When it comes to providing a steady stream of blog fodder concerning highly publicized bungled foreclosures, Bank of America is a gift that keeps on giving.
A bankruptcy judge issued a $45 million fine against Bank of America Corp., calling the bank's treatment of a California couple who fought to save their home "brazen" and "heartless."
Judge Christopher Klein of the U.S. Bankruptcy Court in Sacramento said the bank's mortgage modification process and mistaken foreclosure on Erik and Renee Sundquist's home left them in "a state of battle-fatigued demoralization."
The size of the fine is intended to send a message to the bank.
The fine money, earmarked mostly for law schools and consmer advocacy organizations, is meant to be large enough that it won't "be laughed off in the boardroom as petty cash or 'chump change'," Judge Klein said in the ruling, published Thursday.
Judge Klein also lambasted BofA for something we discussed in a recent post: a corporate culture gone off the rails.
"It is apparent that the engine of Bank of America's problem in this case is one of corporate culture...not rogue employees betraying an upstanding employer," he added.
As might be expected, the bank strongly disagrees with the judge, but declined to state whether or not it would appeal.

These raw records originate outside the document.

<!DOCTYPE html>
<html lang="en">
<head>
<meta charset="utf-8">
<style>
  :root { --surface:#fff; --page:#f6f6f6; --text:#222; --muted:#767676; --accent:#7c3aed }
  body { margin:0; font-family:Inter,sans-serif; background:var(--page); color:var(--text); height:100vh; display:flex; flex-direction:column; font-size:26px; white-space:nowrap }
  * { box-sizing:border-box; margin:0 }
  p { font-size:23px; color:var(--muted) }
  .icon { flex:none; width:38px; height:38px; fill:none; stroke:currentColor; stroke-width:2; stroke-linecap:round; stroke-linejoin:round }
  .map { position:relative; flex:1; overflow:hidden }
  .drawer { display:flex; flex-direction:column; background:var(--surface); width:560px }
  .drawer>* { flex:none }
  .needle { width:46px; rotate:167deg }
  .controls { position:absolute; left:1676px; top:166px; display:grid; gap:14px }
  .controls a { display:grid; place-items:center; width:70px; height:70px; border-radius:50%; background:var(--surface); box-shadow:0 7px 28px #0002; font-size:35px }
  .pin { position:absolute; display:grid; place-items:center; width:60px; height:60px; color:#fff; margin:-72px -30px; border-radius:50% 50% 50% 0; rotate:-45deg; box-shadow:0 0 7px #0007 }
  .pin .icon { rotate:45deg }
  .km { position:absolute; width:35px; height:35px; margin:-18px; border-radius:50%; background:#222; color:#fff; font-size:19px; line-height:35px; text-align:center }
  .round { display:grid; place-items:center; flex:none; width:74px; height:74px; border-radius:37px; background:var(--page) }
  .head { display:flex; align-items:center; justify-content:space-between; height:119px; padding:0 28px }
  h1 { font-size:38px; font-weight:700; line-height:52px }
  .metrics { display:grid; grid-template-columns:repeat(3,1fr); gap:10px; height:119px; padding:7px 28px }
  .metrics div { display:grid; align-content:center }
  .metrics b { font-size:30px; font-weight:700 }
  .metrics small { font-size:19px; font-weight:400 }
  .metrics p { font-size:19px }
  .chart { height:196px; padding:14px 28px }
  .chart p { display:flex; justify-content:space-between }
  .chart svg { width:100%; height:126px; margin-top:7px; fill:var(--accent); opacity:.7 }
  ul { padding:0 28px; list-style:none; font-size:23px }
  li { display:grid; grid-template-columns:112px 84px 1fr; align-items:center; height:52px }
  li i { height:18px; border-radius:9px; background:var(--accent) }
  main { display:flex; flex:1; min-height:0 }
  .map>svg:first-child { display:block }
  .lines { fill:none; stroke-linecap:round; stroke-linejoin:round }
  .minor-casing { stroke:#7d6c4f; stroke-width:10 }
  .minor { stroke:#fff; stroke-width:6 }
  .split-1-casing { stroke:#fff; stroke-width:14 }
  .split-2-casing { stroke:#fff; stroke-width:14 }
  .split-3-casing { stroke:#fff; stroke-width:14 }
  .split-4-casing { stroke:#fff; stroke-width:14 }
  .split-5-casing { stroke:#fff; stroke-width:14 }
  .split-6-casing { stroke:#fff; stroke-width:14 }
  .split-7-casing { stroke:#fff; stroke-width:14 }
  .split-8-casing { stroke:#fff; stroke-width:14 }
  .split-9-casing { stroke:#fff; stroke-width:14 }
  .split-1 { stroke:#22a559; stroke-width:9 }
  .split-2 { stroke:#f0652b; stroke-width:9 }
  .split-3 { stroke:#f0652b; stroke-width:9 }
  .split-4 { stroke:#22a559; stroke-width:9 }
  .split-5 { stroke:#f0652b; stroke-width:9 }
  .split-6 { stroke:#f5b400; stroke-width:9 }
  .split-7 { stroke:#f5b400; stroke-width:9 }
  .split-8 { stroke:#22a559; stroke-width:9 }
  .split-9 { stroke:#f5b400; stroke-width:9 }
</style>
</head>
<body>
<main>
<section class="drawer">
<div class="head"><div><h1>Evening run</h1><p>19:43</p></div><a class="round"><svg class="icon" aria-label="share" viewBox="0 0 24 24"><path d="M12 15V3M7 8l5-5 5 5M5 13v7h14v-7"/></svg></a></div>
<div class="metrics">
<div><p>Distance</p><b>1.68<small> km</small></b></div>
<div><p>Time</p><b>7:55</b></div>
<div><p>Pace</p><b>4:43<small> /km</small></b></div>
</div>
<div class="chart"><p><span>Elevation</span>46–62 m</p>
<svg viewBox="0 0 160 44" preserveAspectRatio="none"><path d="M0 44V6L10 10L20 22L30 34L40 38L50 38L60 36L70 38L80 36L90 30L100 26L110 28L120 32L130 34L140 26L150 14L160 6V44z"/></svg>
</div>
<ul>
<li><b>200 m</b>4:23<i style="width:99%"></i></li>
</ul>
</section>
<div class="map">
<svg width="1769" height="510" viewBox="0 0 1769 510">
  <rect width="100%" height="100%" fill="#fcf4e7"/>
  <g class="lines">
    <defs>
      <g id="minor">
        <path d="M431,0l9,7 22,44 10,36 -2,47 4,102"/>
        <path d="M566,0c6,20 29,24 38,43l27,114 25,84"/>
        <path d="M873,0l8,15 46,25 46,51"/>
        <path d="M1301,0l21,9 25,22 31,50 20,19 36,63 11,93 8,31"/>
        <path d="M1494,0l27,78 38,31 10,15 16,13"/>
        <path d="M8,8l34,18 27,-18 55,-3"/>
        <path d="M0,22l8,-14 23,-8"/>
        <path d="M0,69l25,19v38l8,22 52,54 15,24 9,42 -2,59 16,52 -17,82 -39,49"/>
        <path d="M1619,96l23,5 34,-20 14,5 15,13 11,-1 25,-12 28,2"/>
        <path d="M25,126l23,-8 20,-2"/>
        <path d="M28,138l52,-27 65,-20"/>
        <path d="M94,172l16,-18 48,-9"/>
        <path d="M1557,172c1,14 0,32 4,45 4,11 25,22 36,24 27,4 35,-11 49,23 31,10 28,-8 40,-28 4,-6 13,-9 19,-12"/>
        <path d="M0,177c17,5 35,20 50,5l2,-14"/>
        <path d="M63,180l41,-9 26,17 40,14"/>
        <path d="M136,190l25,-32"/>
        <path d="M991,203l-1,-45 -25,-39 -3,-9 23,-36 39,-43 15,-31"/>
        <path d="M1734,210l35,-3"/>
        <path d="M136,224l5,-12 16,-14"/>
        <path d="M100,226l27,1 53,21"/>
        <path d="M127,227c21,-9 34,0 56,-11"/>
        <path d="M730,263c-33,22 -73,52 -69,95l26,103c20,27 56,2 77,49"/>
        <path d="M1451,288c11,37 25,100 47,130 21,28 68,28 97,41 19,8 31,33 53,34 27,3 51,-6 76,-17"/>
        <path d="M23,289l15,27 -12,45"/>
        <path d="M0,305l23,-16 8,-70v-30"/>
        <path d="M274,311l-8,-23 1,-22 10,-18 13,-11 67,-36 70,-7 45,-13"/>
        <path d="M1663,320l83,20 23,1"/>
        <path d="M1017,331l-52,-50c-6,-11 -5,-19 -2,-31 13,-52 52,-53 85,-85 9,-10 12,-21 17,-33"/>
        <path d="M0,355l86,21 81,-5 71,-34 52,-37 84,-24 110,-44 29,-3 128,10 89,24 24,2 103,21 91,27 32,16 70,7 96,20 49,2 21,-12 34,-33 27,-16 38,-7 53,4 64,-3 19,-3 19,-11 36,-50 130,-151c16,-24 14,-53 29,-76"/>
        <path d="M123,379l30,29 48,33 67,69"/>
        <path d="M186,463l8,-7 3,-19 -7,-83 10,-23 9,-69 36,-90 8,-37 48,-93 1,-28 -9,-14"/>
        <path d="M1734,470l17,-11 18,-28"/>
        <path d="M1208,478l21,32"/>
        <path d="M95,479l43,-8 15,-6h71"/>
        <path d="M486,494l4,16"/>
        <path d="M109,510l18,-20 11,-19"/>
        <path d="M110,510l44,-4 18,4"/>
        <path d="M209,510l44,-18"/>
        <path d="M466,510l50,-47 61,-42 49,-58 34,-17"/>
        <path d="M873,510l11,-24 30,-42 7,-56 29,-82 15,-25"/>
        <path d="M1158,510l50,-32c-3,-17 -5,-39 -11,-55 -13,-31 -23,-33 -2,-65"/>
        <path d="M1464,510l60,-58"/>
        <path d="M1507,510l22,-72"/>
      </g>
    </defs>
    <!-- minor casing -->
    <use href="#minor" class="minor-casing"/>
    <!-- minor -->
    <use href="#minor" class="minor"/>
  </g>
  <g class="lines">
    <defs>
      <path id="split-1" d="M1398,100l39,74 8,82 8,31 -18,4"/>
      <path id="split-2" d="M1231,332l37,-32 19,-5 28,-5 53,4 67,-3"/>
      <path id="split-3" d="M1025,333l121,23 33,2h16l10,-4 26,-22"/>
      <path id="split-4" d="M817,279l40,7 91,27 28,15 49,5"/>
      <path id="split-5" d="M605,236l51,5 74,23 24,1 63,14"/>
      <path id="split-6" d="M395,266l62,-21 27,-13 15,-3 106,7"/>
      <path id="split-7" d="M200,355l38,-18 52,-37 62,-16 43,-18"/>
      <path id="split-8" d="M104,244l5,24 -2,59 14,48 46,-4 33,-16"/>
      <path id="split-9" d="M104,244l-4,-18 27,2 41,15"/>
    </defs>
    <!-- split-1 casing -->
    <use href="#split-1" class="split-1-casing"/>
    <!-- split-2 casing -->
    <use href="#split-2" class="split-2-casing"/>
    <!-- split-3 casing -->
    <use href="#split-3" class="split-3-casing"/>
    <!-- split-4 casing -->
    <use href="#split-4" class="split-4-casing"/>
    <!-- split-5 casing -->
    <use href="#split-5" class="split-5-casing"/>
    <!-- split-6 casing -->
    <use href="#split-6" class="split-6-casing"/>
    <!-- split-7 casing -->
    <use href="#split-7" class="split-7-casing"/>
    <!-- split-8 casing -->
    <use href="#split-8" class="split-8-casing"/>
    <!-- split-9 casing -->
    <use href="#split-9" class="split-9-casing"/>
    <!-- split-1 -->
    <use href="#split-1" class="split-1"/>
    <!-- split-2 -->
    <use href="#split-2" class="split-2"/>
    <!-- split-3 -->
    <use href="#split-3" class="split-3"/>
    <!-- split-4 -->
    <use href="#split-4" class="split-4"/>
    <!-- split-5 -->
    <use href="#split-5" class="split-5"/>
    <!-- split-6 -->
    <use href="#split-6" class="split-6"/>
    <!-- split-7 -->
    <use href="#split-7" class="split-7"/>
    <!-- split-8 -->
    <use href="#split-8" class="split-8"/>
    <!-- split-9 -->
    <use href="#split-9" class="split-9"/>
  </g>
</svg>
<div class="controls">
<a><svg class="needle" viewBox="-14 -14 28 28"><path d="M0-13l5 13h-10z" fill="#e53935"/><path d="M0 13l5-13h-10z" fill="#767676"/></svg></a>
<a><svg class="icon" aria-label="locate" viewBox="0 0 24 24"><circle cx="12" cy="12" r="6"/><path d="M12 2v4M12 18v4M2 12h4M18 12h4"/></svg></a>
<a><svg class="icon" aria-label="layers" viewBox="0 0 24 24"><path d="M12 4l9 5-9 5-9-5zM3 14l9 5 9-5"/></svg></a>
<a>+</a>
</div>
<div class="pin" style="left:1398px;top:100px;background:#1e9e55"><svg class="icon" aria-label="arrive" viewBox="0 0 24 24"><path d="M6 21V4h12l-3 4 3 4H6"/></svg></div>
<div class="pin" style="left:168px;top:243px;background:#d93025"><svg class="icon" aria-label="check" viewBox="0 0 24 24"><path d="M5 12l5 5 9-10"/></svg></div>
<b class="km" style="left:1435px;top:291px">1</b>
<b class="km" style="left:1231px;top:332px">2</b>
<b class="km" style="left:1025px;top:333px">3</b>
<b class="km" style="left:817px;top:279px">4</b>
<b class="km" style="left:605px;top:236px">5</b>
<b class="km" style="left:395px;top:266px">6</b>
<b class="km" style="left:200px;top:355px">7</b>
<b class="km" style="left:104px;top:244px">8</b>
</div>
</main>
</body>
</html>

Perhaps they'll heed advice my late father offered me: "Sometimes, it's best to quit while you're behind." In what might be the Platonic ideal of the concept of "understatement, a spokesperson for the bank uttered, "Regrettably, the customers had a challenging experience."
- The borrowers, the Sandquists, stopped making payments on their home loan only after the bank informed them that they would not be eligible for a loan modification as long as they were current on their loan. That sounds like a familiar trip through the looking glass for many during the most recent mortgage modification insanity.
- The bank "routinely either lost or declared insufficient, or incomplete or stale or in need of resubmission or denied without comprehensible explanation," the Sandquists' 20 loan modification requests.
- Notwithstanding the couple's filing of a bankruptcy, which by law automatically stays foreclosure proceedings, the bank foreclosed on their home and gave them an eviction notice.
- The couple moved out, and Ms. Sundquist was hospitalized with stress-related heart attack symptoms several weeks later.
- Bank of America officials later reversed the sale. The couple wasn't formally notified of the change but moved back in several months later, the ruling said.
- In the interim, the couple's homeowner association fined them $20,000 for dead landscaping.
"There comes a point at which this case is reminiscent of Watergate: the denial and coverup becomes worse than the crime," Judge Klein said of the bank's behavior after the foreclosure mistake.
I don't know if I'd go that far, seeing as I'm old enough to have actually watched the Watergate madness unfold during law school and it seemed a heck of a lot worse than this kerfuffle, although unlike a former US president, I did inhale in those days, so my memory may be hazy. Regardless, the piling on of error-after-error causes one to wonder: Could a pet parrot be involved?
How many times have we been down this road with the bank that bears the name of the land I like to call "'Murica"? Well, in addition to the link immediately above, at least here and here and here and here. There might be more, but we've run out of time and space.
Judge Klein also takes a shot at the bank's regulators for failing to protect borrowers from these mind-numbing shenanigans. While I'm not known for cutting regulators slack, in the case of Bank of America and some of its brother banking behemoths, I've come to the conclusion that no regulatory regime could keep a handle on them. It's akin to trying to teach close order drill to The Keystone Cops. No matter how many times you drill them, the very instant you take your eyes off of them, they break into a Pan-Asian Fire Drill.
Their repeated failures to learn from their mistakes and clean up their acts gives support to those, including folks as different as Gary Cohn and Elizabeth Warren, who want to break them up.